More than 200 migrants scale fence into Spain’s Melilla enclave

The crossings come months after the arrival of Ceuta’s other Spanish enclave amid the Madrid-Rabat dispute.

According to local officials, more than 200 migrants and refugees have entered the North African enclave of Melilla, Spain, over the high fence separating it from Morocco.

In all, more than 300 migrants attempted to cross the six-metre (20-foot) barrier on Thursday morning, officials said in a statement.

The 238 who entered the area were all men.

Three police officers suffered minor injuries while trying to stop them from making the crossing, the statement said.

Those entering Melilla were later taken to a processing center, where they would be required to self-isolate to prevent the possible spread of COVID-19.

Migrants and refugees are usually held in such facilities until authorities determine whether they can be returned to their countries or qualify to live in Spain.

popular crossing points

Melilla and Ceuta – a second Spanish enclave on Africa’s Mediterranean coast – are popular crossing points for migrants and refugees seeking a better life in Europe.

The regions have the only land borders of the European Union with Africa.

Both are protected by strong fences with barbed wire, video cameras and watchtowers.
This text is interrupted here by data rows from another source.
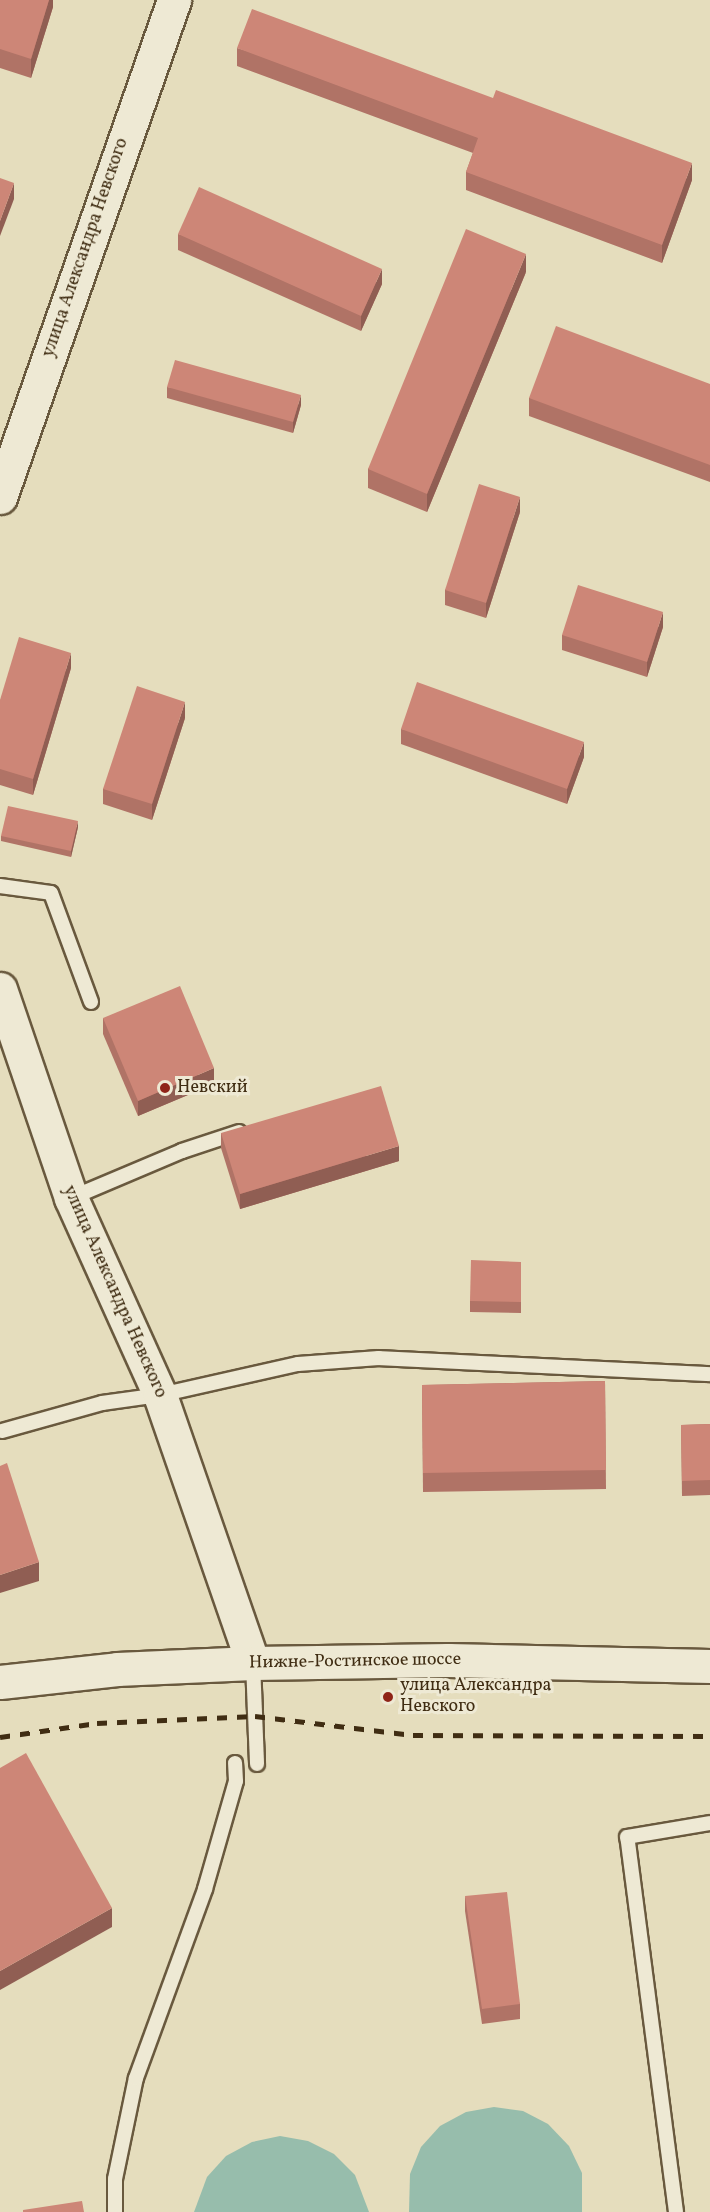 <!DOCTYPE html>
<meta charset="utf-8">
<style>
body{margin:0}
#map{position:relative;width:710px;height:2212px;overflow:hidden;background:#e5ddbd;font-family:Vollkorn,serif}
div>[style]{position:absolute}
.water>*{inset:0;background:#97bdac}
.roads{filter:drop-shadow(2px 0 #69593e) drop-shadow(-2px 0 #69593e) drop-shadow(0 2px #69593e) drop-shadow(0 -2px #69593e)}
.service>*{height:14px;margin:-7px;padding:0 7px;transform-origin:7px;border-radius:7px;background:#eee9d4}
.tertiary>*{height:33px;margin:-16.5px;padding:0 16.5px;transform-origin:16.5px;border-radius:16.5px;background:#eee9d4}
.rail>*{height:4.5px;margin-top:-2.25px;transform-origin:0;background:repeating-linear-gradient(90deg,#402d13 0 10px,transparent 0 20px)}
.wall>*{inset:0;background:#b07366}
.shaded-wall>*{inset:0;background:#905e53}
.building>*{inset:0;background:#cd8677}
.dots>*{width:16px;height:16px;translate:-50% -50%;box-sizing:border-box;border:3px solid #eee9d4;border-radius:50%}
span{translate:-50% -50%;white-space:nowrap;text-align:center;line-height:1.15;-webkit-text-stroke:6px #eee9d4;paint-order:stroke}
.street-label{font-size:18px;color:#402d13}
.poi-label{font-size:18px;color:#402d13}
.left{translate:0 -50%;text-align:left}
</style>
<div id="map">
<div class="water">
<i style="clip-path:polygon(494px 2107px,523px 2111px,548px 2124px,569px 2146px,582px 2173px,582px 2212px,409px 2212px,410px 2174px,421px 2147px,440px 2126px,466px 2112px)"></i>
<i style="clip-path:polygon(280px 2136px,308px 2141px,334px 2154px,355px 2175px,369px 2212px,194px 2212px,207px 2177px,226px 2156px,252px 2142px)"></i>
</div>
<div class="roads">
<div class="service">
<i style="left:0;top:886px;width:51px;rotate:7.8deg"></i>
<i style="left:51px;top:893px;width:116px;rotate:69.8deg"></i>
<i style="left:71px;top:1198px;width:121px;rotate:-22.9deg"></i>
<i style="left:182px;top:1151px;width:60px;rotate:-18.4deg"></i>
<i style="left:2px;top:1431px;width:104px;rotate:-15.6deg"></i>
<i style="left:102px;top:1403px;width:59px;rotate:-7.9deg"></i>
<i style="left:160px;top:1395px;width:141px;rotate:-12.7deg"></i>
<i style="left:298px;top:1364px;width:81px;rotate:-4.2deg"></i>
<i style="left:379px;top:1358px;width:331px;rotate:2.8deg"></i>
<i style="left:253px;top:1663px;width:101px;rotate:87.7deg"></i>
<i style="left:115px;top:2212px;width:33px;rotate:-90deg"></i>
<i style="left:115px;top:2179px;width:103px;rotate:-78.3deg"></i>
<i style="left:136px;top:2078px;width:201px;rotate:-69.9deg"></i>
<i style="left:205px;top:1889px;width:112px;rotate:-74deg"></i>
<i style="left:236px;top:1781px;width:18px;rotate:-93deg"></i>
<i style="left:676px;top:2212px;width:378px;rotate:-97.4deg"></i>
<i style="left:627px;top:1837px;width:84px;rotate:-9.6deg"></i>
</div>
<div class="tertiary">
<i style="left:0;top:497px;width:527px;rotate:-70.7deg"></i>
<i style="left:0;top:989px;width:221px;rotate:71.2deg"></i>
<i style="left:71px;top:1198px;width:216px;rotate:65.7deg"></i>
<i style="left:160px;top:1395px;width:284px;rotate:70.9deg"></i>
<i style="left:0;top:1682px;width:118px;rotate:-6.3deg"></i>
<i style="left:117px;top:1669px;width:136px;rotate:-2.5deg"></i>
<i style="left:253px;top:1663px;width:195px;rotate:-0.9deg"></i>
<i style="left:448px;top:1660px;width:262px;rotate:1.3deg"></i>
</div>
</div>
<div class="rail">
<i style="left:0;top:1737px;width:98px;rotate:-8.2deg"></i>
<i style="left:97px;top:1723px;width:158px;rotate:-2.5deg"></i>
<i style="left:255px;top:1716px;width:159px;rotate:6.9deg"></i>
<i style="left:413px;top:1735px;width:297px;rotate:0.2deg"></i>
</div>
<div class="wall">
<i style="clip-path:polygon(0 0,53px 0,53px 7px,31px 78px,0 68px)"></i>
<i style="clip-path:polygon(237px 48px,692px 180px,662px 263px,466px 190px,466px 172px,473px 153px,237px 66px)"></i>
<i style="clip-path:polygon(178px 234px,382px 284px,361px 331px,178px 250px)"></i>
<i style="clip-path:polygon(526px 272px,427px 512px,368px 488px,368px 469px)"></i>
<i style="clip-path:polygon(710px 384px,710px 482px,529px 416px,529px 398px)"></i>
<i style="clip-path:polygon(167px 387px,301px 405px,293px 433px,167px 398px)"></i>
<i style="clip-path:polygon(520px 512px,486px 618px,445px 605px,445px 590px)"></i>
<i style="clip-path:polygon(663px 627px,647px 677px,562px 650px,562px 635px)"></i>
<i style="clip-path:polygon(71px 668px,33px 795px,0 785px,0 700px)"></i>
<i style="clip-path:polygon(185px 718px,152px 820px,103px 804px,103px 789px)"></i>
<i style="clip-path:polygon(401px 729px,584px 757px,567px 804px,401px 744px)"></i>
<i style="clip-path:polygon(78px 827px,71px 857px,1px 841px,1px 836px)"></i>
<i style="clip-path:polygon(103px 1018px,214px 1084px,138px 1116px,103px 1034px)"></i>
<i style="clip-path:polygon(221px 1133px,399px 1161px,240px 1209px,221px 1148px)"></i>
<i style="clip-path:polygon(521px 1262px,521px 1313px,470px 1312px,470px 1301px)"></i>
<i style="clip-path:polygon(605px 1381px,606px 1489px,423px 1492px,422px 1385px)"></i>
<i style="clip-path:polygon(710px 1424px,710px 1495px,682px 1496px,681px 1425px)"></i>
<i style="clip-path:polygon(465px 1896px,520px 2004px,520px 2019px,482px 2024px,465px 1911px)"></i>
</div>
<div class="shaded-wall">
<i style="clip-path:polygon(49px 0,53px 0,53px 7px,31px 78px,31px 59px)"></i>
<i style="clip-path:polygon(692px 163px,692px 180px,662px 263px,662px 245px)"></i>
<i style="clip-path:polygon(14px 183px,14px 199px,0 236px,0 221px)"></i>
<i style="clip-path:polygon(526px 254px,526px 272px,427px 512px,427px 494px)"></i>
<i style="clip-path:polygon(382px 269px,382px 284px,361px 331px,361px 316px)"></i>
<i style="clip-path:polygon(301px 395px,301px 405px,293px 433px,293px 422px)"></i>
<i style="clip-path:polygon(520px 497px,520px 512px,486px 618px,486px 603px)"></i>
<i style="clip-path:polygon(663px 612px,663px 627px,647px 677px,647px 662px)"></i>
<i style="clip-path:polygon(71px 653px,71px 668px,33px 795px,33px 779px)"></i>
<i style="clip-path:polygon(185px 702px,185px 718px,152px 820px,152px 804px)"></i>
<i style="clip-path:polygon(584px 742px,584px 757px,567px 804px,567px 789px)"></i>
<i style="clip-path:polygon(78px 821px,78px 827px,71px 857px,71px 851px)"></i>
<i style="clip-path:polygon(214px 1068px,214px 1084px,138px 1116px,138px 1101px)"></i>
<i style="clip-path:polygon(399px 1146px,399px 1161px,240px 1209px,240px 1194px)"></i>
<i style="clip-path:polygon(39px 1562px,39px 1581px,0 1593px,0 1575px)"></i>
<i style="clip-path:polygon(112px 1908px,112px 1927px,0 1990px,0 1971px)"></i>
</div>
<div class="building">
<i style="clip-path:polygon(0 0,49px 0,31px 59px,0 49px)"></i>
<i style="clip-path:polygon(252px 9px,493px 98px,496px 90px,692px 163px,662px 245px,466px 172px,478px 138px,237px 48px)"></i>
<i style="clip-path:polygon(0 178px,14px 183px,0 221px)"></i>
<i style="clip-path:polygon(199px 187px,382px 269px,361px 316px,178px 234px)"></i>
<i style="clip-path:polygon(466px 229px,526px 254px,427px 494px,368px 469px)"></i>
<i style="clip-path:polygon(556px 326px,710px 384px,710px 465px,529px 398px)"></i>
<i style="clip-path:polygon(175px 360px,301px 395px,293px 422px,167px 387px)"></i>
<i style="clip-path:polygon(479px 484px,520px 497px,486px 603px,445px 590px)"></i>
<i style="clip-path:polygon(578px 585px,663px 612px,647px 662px,562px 635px)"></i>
<i style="clip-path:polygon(19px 637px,71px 653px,33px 779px,0 769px,0 700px)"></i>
<i style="clip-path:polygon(417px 682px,584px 742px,567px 789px,401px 729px)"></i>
<i style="clip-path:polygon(137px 686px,185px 702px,152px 804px,103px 789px)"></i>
<i style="clip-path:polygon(8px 806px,78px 821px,71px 851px,1px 836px)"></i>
<i style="clip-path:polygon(180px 986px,214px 1068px,138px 1101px,103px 1018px)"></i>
<i style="clip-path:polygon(381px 1086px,399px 1146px,240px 1194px,221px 1133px)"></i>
<i style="clip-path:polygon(471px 1260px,521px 1262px,521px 1302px,470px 1301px)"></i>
<i style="clip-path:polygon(605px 1381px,606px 1470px,423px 1473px,422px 1385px)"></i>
<i style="clip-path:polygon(710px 1424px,710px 1480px,682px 1481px,681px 1425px)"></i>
<i style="clip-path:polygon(7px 1463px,39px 1562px,0 1575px,0 1466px)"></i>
<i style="clip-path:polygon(26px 1753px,112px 1908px,0 1971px,0 1768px)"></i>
<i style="clip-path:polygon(507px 1892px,520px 2004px,482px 2009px,465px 1896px)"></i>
<i style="clip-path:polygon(82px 2201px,84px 2212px,23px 2212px,23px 2210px)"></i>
</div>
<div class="dots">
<i style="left:165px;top:1088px;background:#8f2418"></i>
<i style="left:388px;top:1697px;background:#8f2418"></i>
</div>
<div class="street-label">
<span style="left:86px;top:248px;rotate:-71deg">улица Александра Невского</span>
<span style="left:114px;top:1292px;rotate:66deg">улица Александра Невского</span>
<span style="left:355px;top:1662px;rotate:-1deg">Нижне-Ростинское шоссе</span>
</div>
<div class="poi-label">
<span class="left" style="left:177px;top:1088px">Невский</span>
<span class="left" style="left:400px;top:1697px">улица Александра<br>Невского</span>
</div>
</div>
Since mid-May, more than 500 migrants and refugees have crossed the Moroccan border fence to make it to Melilla.

Meanwhile, more than 8,000 people swam or climbed over border fences in Ceuta in May after Moroccan authorities loosened controls for a few days, prompting Spain to deploy troops and additional police.

The crisis came amid a major diplomatic dispute between Spain and Morocco over Madrid’s decision to provide medical aid to a rebel leader from Western Sahara, a disputed territory occupied by Rabat in the 1970s. .

Although Polisario Front leader Brahim Ghali left Spain on June 2, diplomatic relations remain strained.

Official data on migrant flows in Ceuta and Melilla was still being updated after an increase in crossings in May, while the total number of crossings in Spain rose 57.5 percent to 13,483 by the end of June.